David DiCerto served as film reviewer for the Office for Film & Broadcasting of the U.S. Conference of Catholic Bishops, where he covered the film and television industries for Catholic News Service, an international news organization with an audience of more than eight million. His work has been published in Catholic papers across the nation and overseas.
David has represented the bishops at the Motion Picture Association of America’s (MPAA) film-rating appeals in Los Angeles and has reported on the film and television industries to the bishops’ communications committee in Washington. He has regularly provided media commentary on Catholic Radio Weekly and has been interviewed by SIRIUS/XM’s Catholic Channel, NPR and The Wall Street Journal.
David previously worked in the film industry, serving as an assistant to former New York City Film Commissioner Richard Brick during Mr. Brick’s tenure as producer of several Woody Allen films. He also served as a consultant on the PBS/Frontline documentary The Millennial Pope by Emmy Award-winning filmmaker Helen Whitney.
Born and raised in New York City, David attended the Archdiocese of New York’s minor seminary before studying film at Fordham. He currently lives in Manhattan with his wife Patricia and son Brogan.
Steven D. Greydanus
Steven D. Greydanus is the film critic for the National Catholic Register and Decent Films, the online home for his film writing. He also writes for Christianity Today and for various print publications, and is a regular guest on several radio shows.
Steven has a BFA in Media Arts from the School of Visual Arts in New York, and an MA in Religious Studies from St. Charles Borromeo Seminary in Overbrook, Pa. He is a contributor to the New Catholic Encyclopedia, having written the article “The Church and Film.”

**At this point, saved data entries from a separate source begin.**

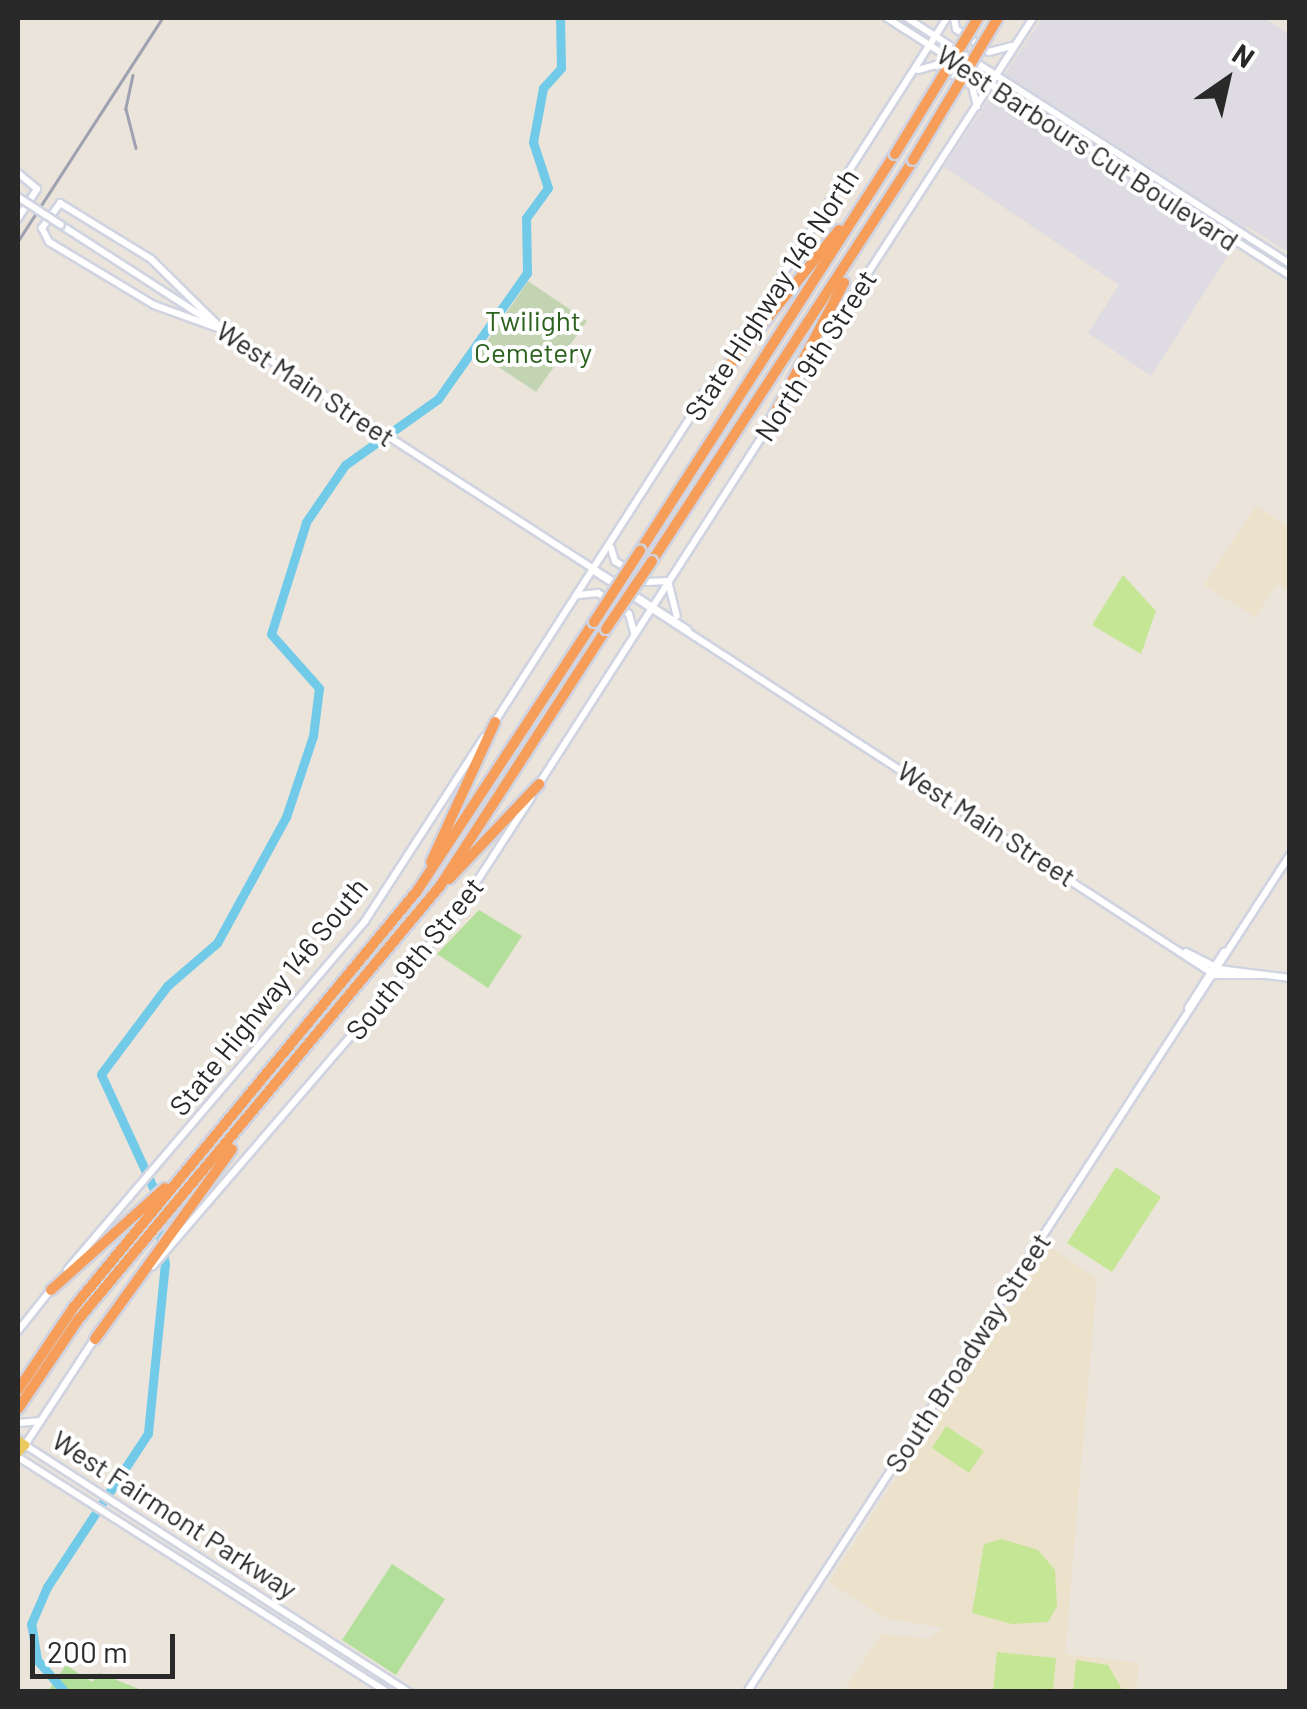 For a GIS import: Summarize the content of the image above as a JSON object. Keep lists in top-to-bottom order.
{
  "streets": {
    "main road": [
      "West Barbours Cut Boulevard",
      "State Highway 146 North",
      "North 9th Street",
      "West Main Street",
      "South 9th Street",
      "State Highway 146 South",
      "South Broadway Street",
      "West Fairmont Parkway"
    ]
  },
  "crossings": [
    ["West Barbours Cut Boulevard", "State Highway 146 North"],
    ["State Highway 146 North", "West Main Street"],
    ["State Highway 146 North", "State Highway 146 South"],
    ["North 9th Street", "West Main Street"],
    ["North 9th Street", "South 9th Street"],
    ["West Main Street", "South 9th Street"],
    ["West Main Street", "State Highway 146 South"],
    ["West Main Street", "South Broadway Street"]
  ],
  "parks": ["Twilight Cemetery"],
  "scale_bar": "200 m",
  "north": "top right"
} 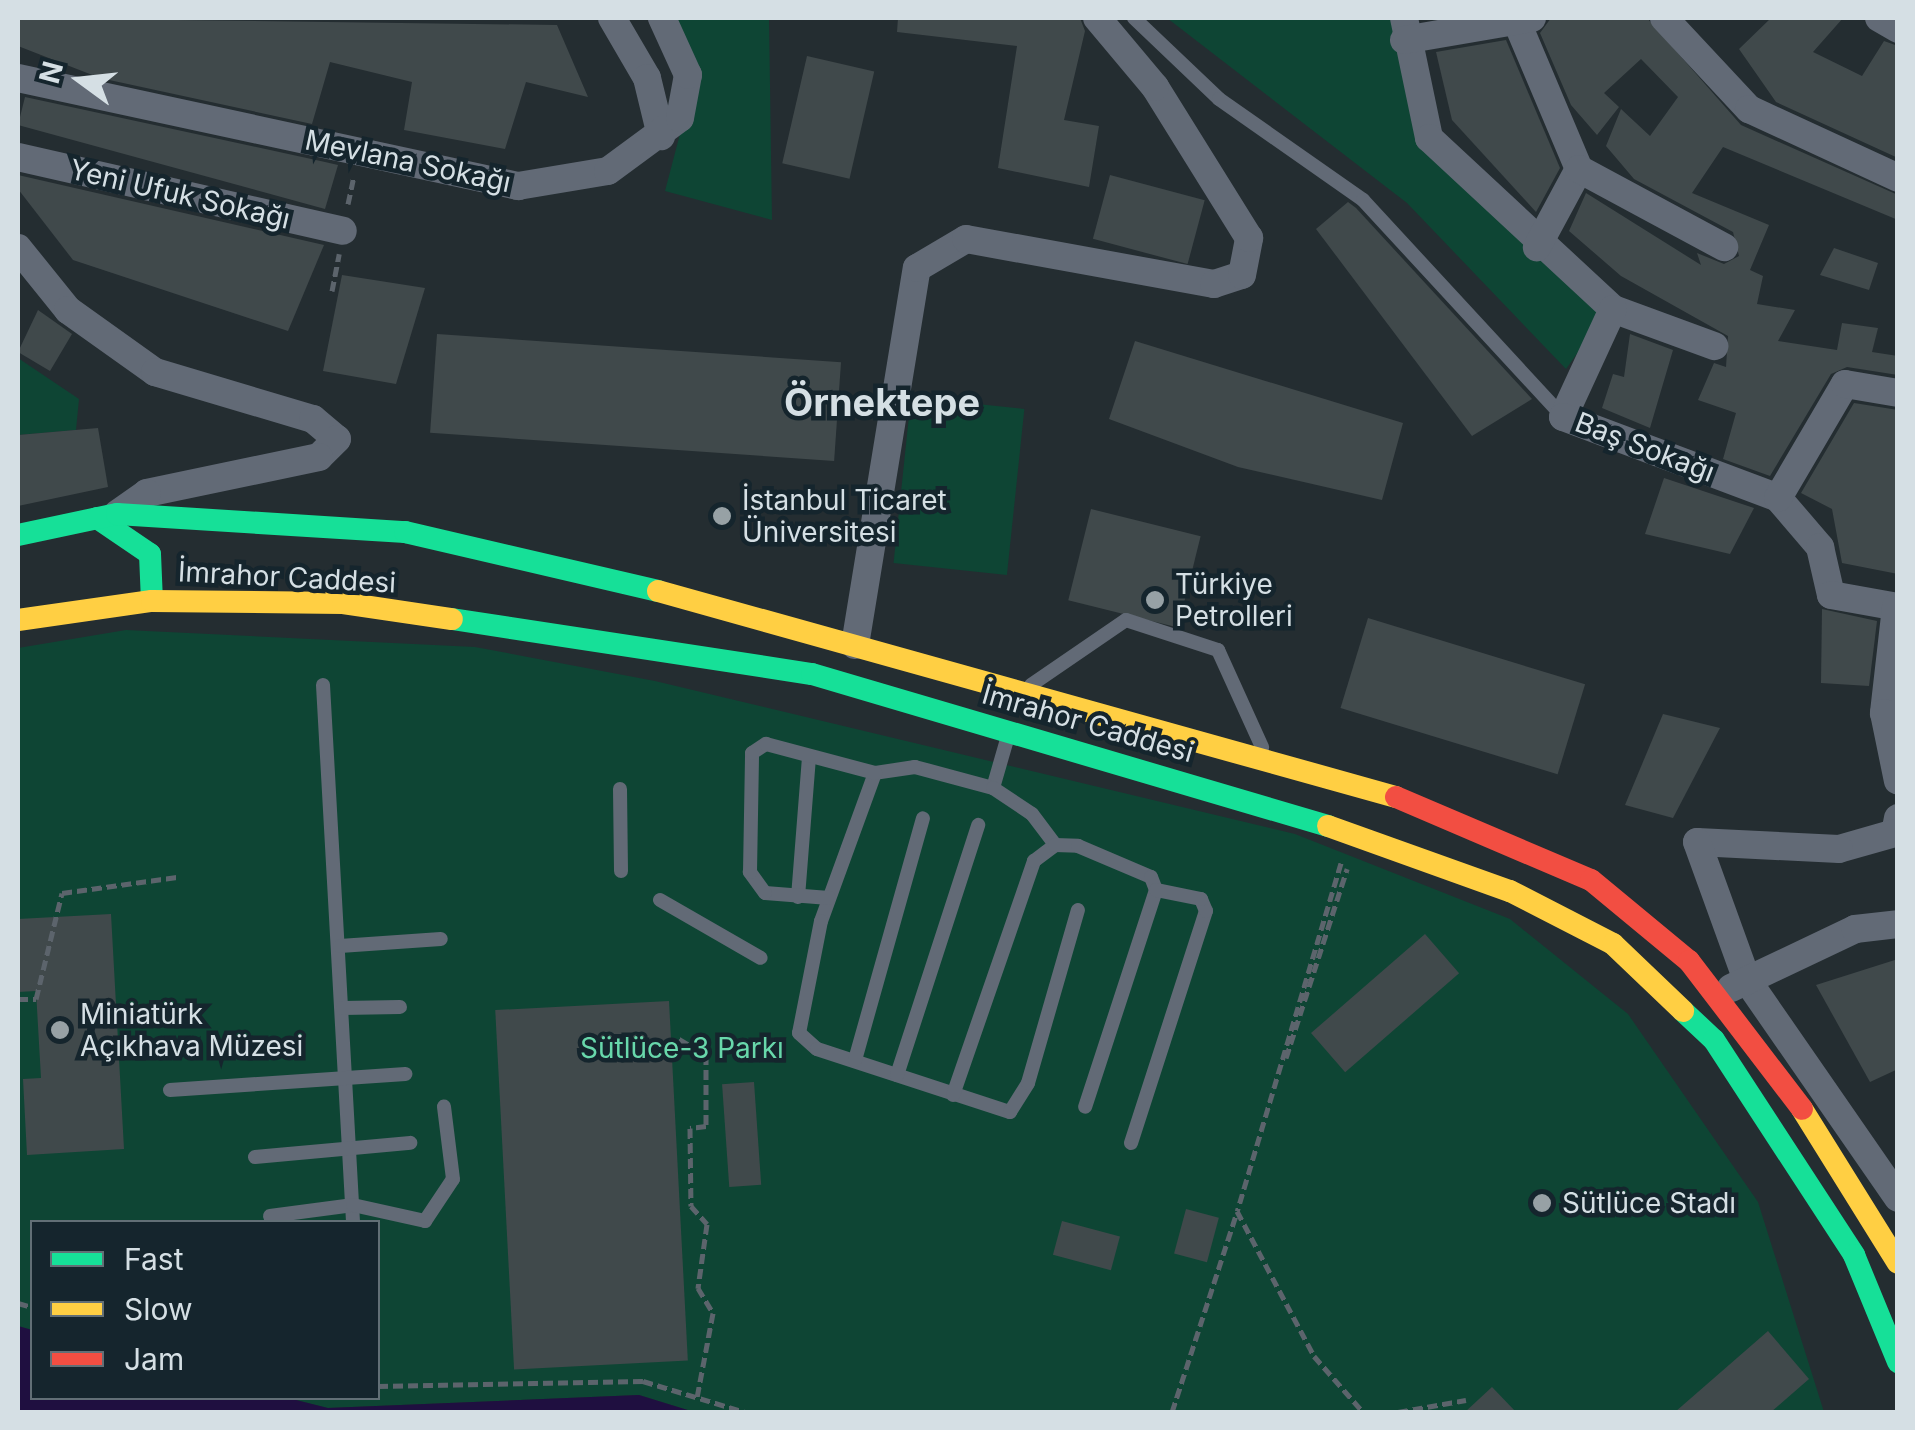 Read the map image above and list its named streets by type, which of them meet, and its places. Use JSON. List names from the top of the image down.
{
  "streets": {
    "main road": ["İmrahor Caddesi"],
    "street": ["Mevlana Sokağı", "Yeni Ufuk Sokağı", "Baş Sokağı"]
  },
  "districts": ["Örnektepe"],
  "parks": ["Sütlüce-3 Parkı"],
  "places": [
    "İstanbul Ticaret Üniversitesi",
    "Türkiye Petrolleri",
    "Miniatürk Açıkhava Müzesi",
    "Sütlüce Stadı"
  ],
  "legend": ["Fast", "Slow", "Jam"],
  "north": "left"
}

He lives in New Jersey with his wife Suzanne and their seven children.
Fr. Robert Lauder
Father Robert Lauder, the author of twelve books and a professor of philosophy at St. John’s, has long had an avocation for watching and writing about films, theater and literature. Considered an authority on the films of the Swedish author/director Ingmar Bergman, Fr. Lauder has an international reputation as a film analyst.

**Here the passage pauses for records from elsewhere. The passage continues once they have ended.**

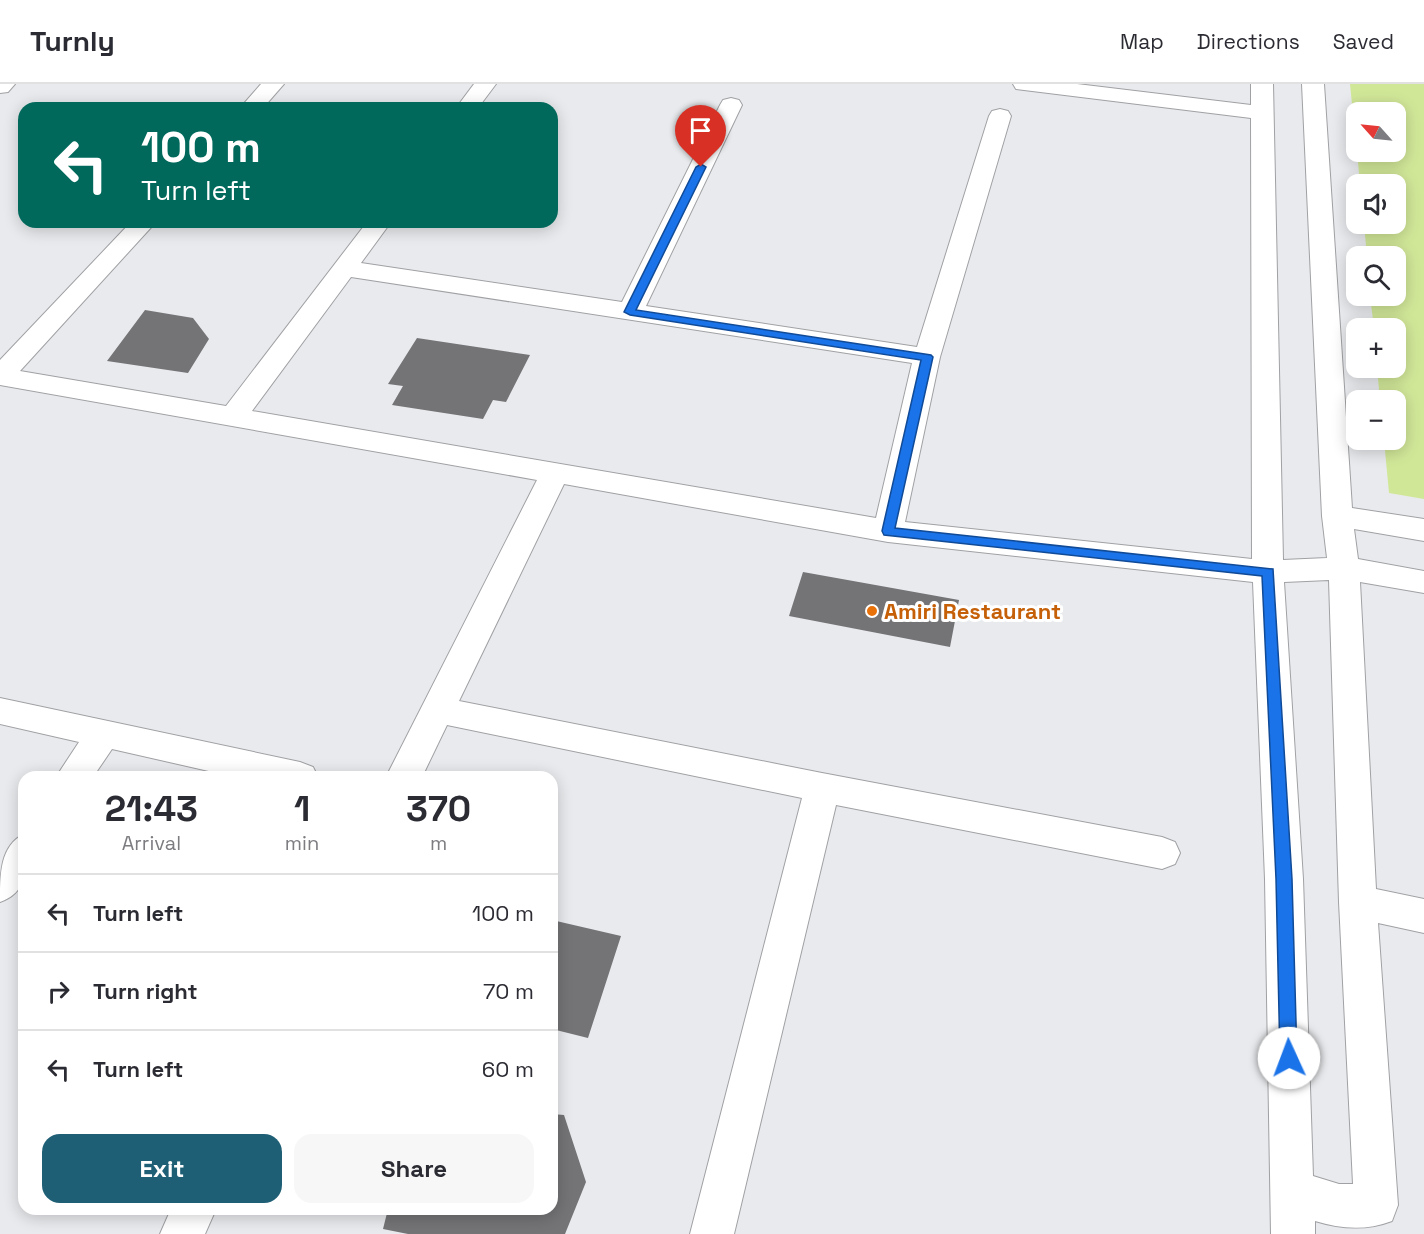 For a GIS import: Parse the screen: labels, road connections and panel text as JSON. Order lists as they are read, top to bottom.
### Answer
{
  "places": ["Amiri Restaurant"],
  "north": "top left",
  "page": {
    "header": "Turnly",
    "nav": ["Map", "Directions", "Saved"],
    "map_buttons": ["+", "−"],
    "turn": ["100 m", "Turn left"],
    "eta": [
      "21:43",
      "Arrival",
      "1",
      "min",
      "370",
      "m"
    ],
    "list": [
      {
        "name": "Turn left",
        "value": "100 m"
      },
      {
        "name": "Turn right",
        "value": "70 m"
      },
      {
        "name": "Turn left",
        "value": "60 m"
      }
    ],
    "buttons": ["Exit", "Share"]
  }
}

His essays on film have appeared in The Sunday Arts and Leisure Section of The New York Times, America magazine, Commonweal magazine and in his column in The Tablet and Long Island Catholic. He has also contributed essays to books about film.

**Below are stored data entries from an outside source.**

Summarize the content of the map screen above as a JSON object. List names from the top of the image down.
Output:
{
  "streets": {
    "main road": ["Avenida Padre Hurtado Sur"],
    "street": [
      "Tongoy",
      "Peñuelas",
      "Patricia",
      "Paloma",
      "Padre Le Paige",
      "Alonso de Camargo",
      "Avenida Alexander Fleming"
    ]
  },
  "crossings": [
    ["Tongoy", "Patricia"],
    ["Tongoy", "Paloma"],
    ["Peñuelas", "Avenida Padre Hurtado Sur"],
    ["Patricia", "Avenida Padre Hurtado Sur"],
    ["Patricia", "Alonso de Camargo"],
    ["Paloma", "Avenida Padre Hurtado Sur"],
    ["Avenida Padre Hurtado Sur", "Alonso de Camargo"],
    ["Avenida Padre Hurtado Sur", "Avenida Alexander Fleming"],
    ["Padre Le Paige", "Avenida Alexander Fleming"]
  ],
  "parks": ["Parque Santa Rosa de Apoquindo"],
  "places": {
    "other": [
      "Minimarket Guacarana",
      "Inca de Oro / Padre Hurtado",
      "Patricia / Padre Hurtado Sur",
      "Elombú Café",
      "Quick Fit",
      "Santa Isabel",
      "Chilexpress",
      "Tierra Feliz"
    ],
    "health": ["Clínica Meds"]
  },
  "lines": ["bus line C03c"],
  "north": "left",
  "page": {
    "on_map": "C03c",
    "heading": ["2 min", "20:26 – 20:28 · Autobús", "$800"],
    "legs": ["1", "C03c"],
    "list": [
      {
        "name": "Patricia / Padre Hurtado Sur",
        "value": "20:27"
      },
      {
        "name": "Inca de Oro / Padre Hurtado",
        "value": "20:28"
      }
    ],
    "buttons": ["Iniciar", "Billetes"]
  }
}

In the popular Friday Film Festival program at Immaculate Conception Center in Douglaston, Fr. Lauder has shown more than 200 films, all classics or near classics. Knowing that many still think of film as nothing more than escapist entertainment, Fr. Lauder believes that film has tremendous potential to influence people deeply, at least as much potential as literature, theater and television. In fact, he believes that film, like other art forms, can be a mediator of God’s grace.
This priest-philosopher is fond of saying, “One film will not change anyone’s life, but a constant diet of the same type of film has to affect people.”
Father Lauder thinks that great films can raise consciousness and challenge conscience. In recent years he has tried to interest Catholic formation programs to include some study of film in their educational efforts.